_WHAT TO WORK ON_:
The answer must consist of every line from the data that holds the string "halo".

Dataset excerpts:
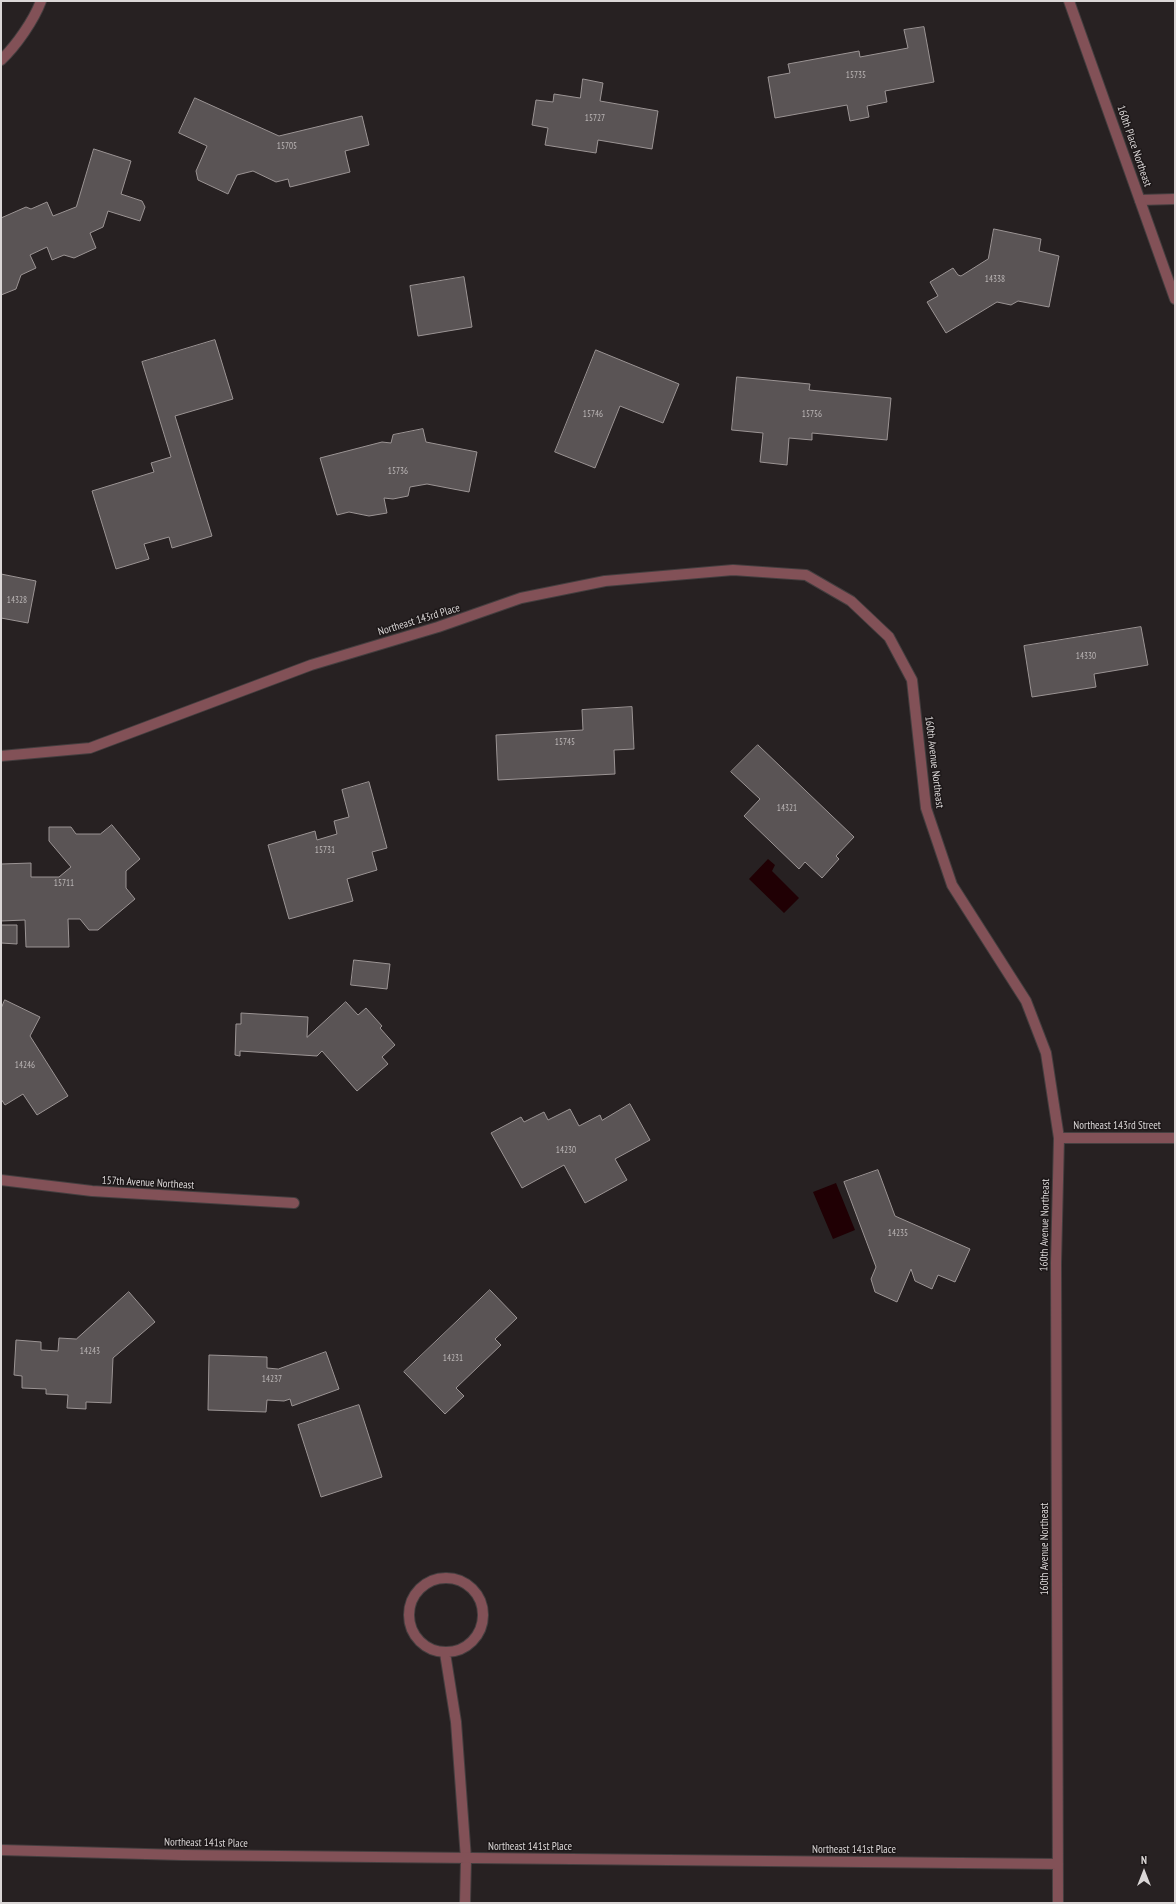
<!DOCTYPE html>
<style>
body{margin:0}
#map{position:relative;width:1176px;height:1904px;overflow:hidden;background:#272122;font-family:"PT Sans Narrow",sans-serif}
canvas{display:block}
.frame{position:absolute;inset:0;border:2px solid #dbd7d7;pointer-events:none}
.north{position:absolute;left:1124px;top:1852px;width:40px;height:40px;-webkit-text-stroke:3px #1d1819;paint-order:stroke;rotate:0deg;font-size:11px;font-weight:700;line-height:16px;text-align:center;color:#dbd7d7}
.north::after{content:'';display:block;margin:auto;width:14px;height:18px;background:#dbd7d7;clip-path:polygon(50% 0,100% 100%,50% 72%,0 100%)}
</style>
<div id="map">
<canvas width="1176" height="1904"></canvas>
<div class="frame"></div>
<div class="north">N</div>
</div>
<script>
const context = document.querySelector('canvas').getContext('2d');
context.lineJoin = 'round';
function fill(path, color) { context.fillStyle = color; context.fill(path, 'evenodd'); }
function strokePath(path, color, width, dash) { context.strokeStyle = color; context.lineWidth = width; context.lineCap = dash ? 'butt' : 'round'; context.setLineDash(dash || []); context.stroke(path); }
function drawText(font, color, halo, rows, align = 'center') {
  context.font = font + ' "PT Sans Narrow",sans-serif'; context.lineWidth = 3; context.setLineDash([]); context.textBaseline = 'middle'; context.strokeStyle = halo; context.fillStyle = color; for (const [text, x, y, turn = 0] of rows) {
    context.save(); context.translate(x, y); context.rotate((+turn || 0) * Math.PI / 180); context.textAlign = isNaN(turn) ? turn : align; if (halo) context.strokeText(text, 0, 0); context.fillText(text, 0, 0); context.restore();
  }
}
fill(new Path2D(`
 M 768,859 L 775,865 L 772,871 L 799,898 L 784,913 L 749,879 Z
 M 836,1183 L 855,1230 L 833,1239 L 813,1192 Z`), '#200004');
const building = new Path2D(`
 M 924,27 L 934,82 L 885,91 L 887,102 L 867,106 L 869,117 L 850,121 L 847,105 L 775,118 L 768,77 L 790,73 L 788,64 L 859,51 L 860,57 L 908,48 L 904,30 Z
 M 583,79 L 603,83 L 600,101 L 658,111 L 652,149 L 598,140 L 596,153 L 545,145 L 548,128 L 532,125 L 536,100 L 553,102 L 554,94 L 580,98 Z
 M 195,98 L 279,136 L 362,116 L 369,145 L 345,151 L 350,172 L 290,187 L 288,179 L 276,182 L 253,171 L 237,175 L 228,194 L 198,180 L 196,171 L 207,146 L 179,133 Z
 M 94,149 L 131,161 L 121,194 L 142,201 L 145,207 L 140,221 L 108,211 L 103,227 L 90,233 L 96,248 L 74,258 L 64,255 L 52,260 L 47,247 L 30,255 L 36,268 L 21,275 L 16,289 L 1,295 L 1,218 L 26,207 L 31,209 L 47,202 L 53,216 L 76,207 Z
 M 994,229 L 1041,239 L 1039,251 L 1059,256 L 1049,307 L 1018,301 L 1011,305 L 997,302 L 946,333 L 927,302 L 938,296 L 930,282 L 953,268 L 958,275 L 961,276 L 988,259 Z
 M 464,277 L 472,327 L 418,336 L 410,286 Z
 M 215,340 L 233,399 L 175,416 L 212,536 L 172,548 L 169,537 L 144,544 L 149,559 L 116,569 L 92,491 L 154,472 L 151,463 L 171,457 L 142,362 Z
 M 596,350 L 679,384 L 663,423 L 620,406 L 595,468 L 555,452 Z
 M 737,377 L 810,384 L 809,390 L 891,398 L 887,440 L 812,433 L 812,440 L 789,438 L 787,465 L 760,462 L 763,433 L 732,430 Z
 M 423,429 L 426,442 L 477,452 L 469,492 L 427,484 L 410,487 L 408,496 L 393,499 L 384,498 L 387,513 L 369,516 L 349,512 L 337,515 L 320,458 L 382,442 L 391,443 L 393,435 Z
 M 1,574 L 36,581 L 28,623 L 1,618 Z
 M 1141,627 L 1148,665 L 1094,674 L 1096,687 L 1032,697 L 1024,646 Z
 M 632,707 L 634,749 L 614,750 L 615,774 L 498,780 L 496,735 L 583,730 L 582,710 Z
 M 758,745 L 854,837 L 836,856 L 839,859 L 822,878 L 805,862 L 799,869 L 744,816 L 760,799 L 731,772 Z
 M 369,782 L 387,848 L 372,852 L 377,870 L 347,879 L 353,901 L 289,919 L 268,845 L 315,831 L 317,840 L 337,834 L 334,821 L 349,817 L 342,790 Z
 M 112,825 L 140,859 L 126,871 L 126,888 L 135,899 L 98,930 L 89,930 L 80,919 L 68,919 L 69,947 L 26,947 L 25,920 L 1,921 L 1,864 L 31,863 L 31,877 L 59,877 L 71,867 L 49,841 L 49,827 L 71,827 L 76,834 L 100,834 Z
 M 1,925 L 17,925 L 17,944 L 1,943 Z
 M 354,960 L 390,964 L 387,989 L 351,985 Z
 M 5,1000 L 40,1017 L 30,1036 L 68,1096 L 37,1115 L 23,1094 L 5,1105 L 1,1099 L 1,1009 Z
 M 346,1002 L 358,1015 L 366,1008 L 382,1026 L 380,1028 L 395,1045 L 382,1057 L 388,1064 L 357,1091 L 322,1051 L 317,1056 L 240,1051 L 240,1056 L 235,1055 L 236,1024 L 241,1024 L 241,1013 L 308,1017 L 307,1037 Z
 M 630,1104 L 650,1140 L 615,1159 L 627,1180 L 585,1203 L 564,1165 L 522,1188 L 491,1133 L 521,1117 L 524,1122 L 544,1112 L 548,1120 L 570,1109 L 579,1126 L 600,1115 L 602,1120 Z
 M 878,1170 L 895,1216 L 970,1249 L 955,1282 L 938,1275 L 932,1289 L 915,1281 L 911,1269 L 897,1302 L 875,1292 L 871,1279 L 876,1267 L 844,1182 Z
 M 490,1290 L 517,1318 L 495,1339 L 501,1345 L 456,1388 L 464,1396 L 445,1414 L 404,1372 Z
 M 129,1292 L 155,1322 L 113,1358 L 111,1403 L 86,1402 L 86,1409 L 67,1408 L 68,1395 L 46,1394 L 46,1389 L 22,1388 L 22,1376 L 14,1375 L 16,1340 L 41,1342 L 41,1350 L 58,1351 L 59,1338 L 76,1339 Z
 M 326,1352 L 339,1389 L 292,1406 L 290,1399 L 284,1401 L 267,1400 L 266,1412 L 208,1410 L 209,1355 L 267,1357 L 267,1368 L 278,1369 Z
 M 359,1405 L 382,1477 L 321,1497 L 298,1425 Z`);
fill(building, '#5a5455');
strokePath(building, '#9b9494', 1);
const service = new Path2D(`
 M 1140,200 L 1175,199
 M409 1615a37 37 0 1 1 74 0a37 37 0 1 1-74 0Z
 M 445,1653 L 456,1722 L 466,1859`);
const minor = new Path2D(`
 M 1,60 C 16,46 34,20 41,1
 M 1,756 L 90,748 L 311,665 L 438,627 L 521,598 L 605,581 L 733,570 L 806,575 L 851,601 L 889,637 L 912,680 L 926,808 L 952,885 L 1026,1001 L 1046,1053 L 1059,1138 L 1056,1263 L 1058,1903
 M 1059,1138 L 1175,1138
 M 1,1180 L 92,1191 L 294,1203
 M 1,1850 L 182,1855 L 1058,1864
 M 465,1903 L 466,1859`);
const tertiary = new Path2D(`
 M 1069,1 L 1175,299`);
strokePath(service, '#443e3f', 12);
strokePath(minor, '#443e3f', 12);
strokePath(tertiary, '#443e3f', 12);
strokePath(service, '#825157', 10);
strokePath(minor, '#825157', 10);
strokePath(tertiary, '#825157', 10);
drawText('9px', '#bbb6b6', null, [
 ["15735",856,75],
 ["15727",595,118],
 ["15705",287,146],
 ["14338",995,279],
 ["15746",593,414],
 ["15756",812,414],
 ["15736",398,471],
 ["14328",17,600],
 ["14330",1086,656],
 ["15745",565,742],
 ["14321",787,808],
 ["15731",325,850],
 ["15711",64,883],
 ["14246",25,1065],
 ["14230",566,1150],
 ["14235",898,1233],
 ["14243",90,1351],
 ["14231",453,1358],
 ["14237",272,1379]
]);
drawText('11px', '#dbd7d7', '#1d1819', [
 ["160th Place Northeast",1134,146,71],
 ["Northeast 143rd Place",419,620,-17],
 ["160th Avenue Northeast",934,762,83],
 ["Northeast 143rd Street",1117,1126],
 ["157th Avenue Northeast",148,1183,3],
 ["160th Avenue Northeast",1045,1225,-89],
 ["160th Avenue Northeast",1045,1549,-90],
 ["Northeast 141st Place",206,1843,1],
 ["Northeast 141st Place",530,1847],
 ["Northeast 141st Place",854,1850]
]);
</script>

_SOLUTION TO THIS TASK_:
function drawText(font, color, halo, rows, align = 'center') {
  context.font = font + ' "PT Sans Narrow",sans-serif'; context.lineWidth = 3; context.setLineDash([]); context.textBaseline = 'middle'; context.strokeStyle = halo; context.fillStyle = color; for (const [text, x, y, turn = 0] of rows) {
    context.save(); context.translate(x, y); context.rotate((+turn || 0) * Math.PI / 180); context.textAlign = isNaN(turn) ? turn : align; if (halo) context.strokeText(text, 0, 0); context.fillText(text, 0, 0); context.restore();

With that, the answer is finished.